By giving this new terms, Microsoft oficcially admitted having the OEM’s in a stranglehold until now. They have actively prohibited to install any other system than windows. All the people criticising Mirosoft for this beaviour where right all the time…
Now am I tho only one that’s reading between the rules?
Anyway – I don’t think the phrase:
“10. Communications protocols. Microsoft will make available, on commercially reasonable terms, all of the communications protocols that it has built into Windows and that are used to facilitate communication with server versions of Windows.”
– is gonna take them out of problems with the EU. They still can rule out any OSS vendor on terms that it’s not “commercially reasonable” to give them any information.

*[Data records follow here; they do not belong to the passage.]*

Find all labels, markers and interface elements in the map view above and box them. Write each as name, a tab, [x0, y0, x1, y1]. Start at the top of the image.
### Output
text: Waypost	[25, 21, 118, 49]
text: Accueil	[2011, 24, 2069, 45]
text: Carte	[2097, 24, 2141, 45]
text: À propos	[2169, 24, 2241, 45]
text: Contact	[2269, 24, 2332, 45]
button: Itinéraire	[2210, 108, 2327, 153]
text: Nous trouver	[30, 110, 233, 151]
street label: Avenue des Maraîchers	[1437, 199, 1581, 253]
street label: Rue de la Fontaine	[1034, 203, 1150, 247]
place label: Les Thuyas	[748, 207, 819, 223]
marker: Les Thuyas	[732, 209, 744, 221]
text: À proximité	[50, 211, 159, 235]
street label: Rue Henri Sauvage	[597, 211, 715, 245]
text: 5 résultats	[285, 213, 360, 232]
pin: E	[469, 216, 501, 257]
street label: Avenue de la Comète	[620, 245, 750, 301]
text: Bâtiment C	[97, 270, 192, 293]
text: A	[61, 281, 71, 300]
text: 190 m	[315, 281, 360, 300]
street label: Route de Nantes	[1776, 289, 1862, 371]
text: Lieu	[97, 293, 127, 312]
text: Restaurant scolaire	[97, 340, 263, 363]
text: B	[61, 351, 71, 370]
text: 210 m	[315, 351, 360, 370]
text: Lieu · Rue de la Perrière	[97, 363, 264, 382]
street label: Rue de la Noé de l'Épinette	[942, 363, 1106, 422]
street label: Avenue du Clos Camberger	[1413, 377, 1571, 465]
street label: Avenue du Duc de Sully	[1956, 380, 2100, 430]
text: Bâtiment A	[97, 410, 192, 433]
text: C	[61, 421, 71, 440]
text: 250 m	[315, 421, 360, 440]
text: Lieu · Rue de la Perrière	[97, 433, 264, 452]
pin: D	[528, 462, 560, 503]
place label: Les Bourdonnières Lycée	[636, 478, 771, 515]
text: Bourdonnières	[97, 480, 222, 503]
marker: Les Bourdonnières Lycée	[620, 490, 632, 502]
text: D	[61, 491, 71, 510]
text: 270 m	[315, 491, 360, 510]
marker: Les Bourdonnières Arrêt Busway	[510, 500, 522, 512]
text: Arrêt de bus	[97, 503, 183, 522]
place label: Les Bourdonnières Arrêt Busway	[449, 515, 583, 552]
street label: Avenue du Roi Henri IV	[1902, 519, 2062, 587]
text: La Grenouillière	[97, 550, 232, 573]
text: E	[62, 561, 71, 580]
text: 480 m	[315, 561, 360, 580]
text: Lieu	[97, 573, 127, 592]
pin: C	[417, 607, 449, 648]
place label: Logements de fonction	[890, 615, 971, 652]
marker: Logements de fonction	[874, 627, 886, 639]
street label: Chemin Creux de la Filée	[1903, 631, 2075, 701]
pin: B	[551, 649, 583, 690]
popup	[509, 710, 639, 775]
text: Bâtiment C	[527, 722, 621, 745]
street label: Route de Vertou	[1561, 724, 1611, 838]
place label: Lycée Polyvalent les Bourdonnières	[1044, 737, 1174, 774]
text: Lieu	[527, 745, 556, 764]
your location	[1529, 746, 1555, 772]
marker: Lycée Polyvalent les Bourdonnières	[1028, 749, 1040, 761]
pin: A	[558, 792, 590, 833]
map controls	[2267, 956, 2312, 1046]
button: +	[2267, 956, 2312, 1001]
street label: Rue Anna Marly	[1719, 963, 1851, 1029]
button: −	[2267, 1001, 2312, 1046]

They also can ask ANY price (as long as they say it’s “commercially reasonable”, and who can argue against it?). Also they can ask anyone seeing this information to sign a NDA, because they never said the information is freely available. Also they only give information to “communicate” with the server version of windows. That rules out ANY other protocol..
The EU has asked them to open up these protocols for anyone to use. Microsoft still can use the above rules to only open up this information for a selected group, for a high fee and under any condition they like…
Sounds to me nothing has been changed……..
(sorry about my english – it’s not my native language)
[quote]Sounds to me nothing has been changed…….. [/quote]
Of course not. Microsoft is a big company, they are just afraid of a) loosing money b) loosing prestige.
Anybody remembers Phillip Morris trying to rebuild its image after the big trials 5-6 years ago? They boght Kraft and Miller’s Beer to do that… but of course they never really meant it.
I mean it’s pure illusion to think that any big company like MS would do something because it is right, good or nice… they just never do… there’s a lot of dirty money out there made by companies that just don’t give a shit… think about the whole landmines thing for example…
Anyway… I just hope MS collapses one day or another… that would bring new dynamics into the market for sure!
I laughed out loud when I read this! )
It’s a sad pathetic joke on the world to utter these words because Microsoft has demonstrated amply that they have absolutely _NO_INTENTION_ to abide by this or any other court ruling.
Well, first off, this isn’t a court ruling. This is Microsoft’s own pledge, freely given. Secondly, the only court ruling that they haven’t abided by (arguably) is the EU decision. Note that even there Microsoft agreed to and rapidly conformed the vast majority of the terms set forth; the EU only complained about a small part of one item.
It’s a casus belli analagous to the July Ultimatum — Austria-Hungary knew that the terms were absurd and could not be agreed to; Serbia surprised everyone by agreeing to almost everything. It didn’t matter, of course, as Austria-Hungary was just looking for an excuse for war.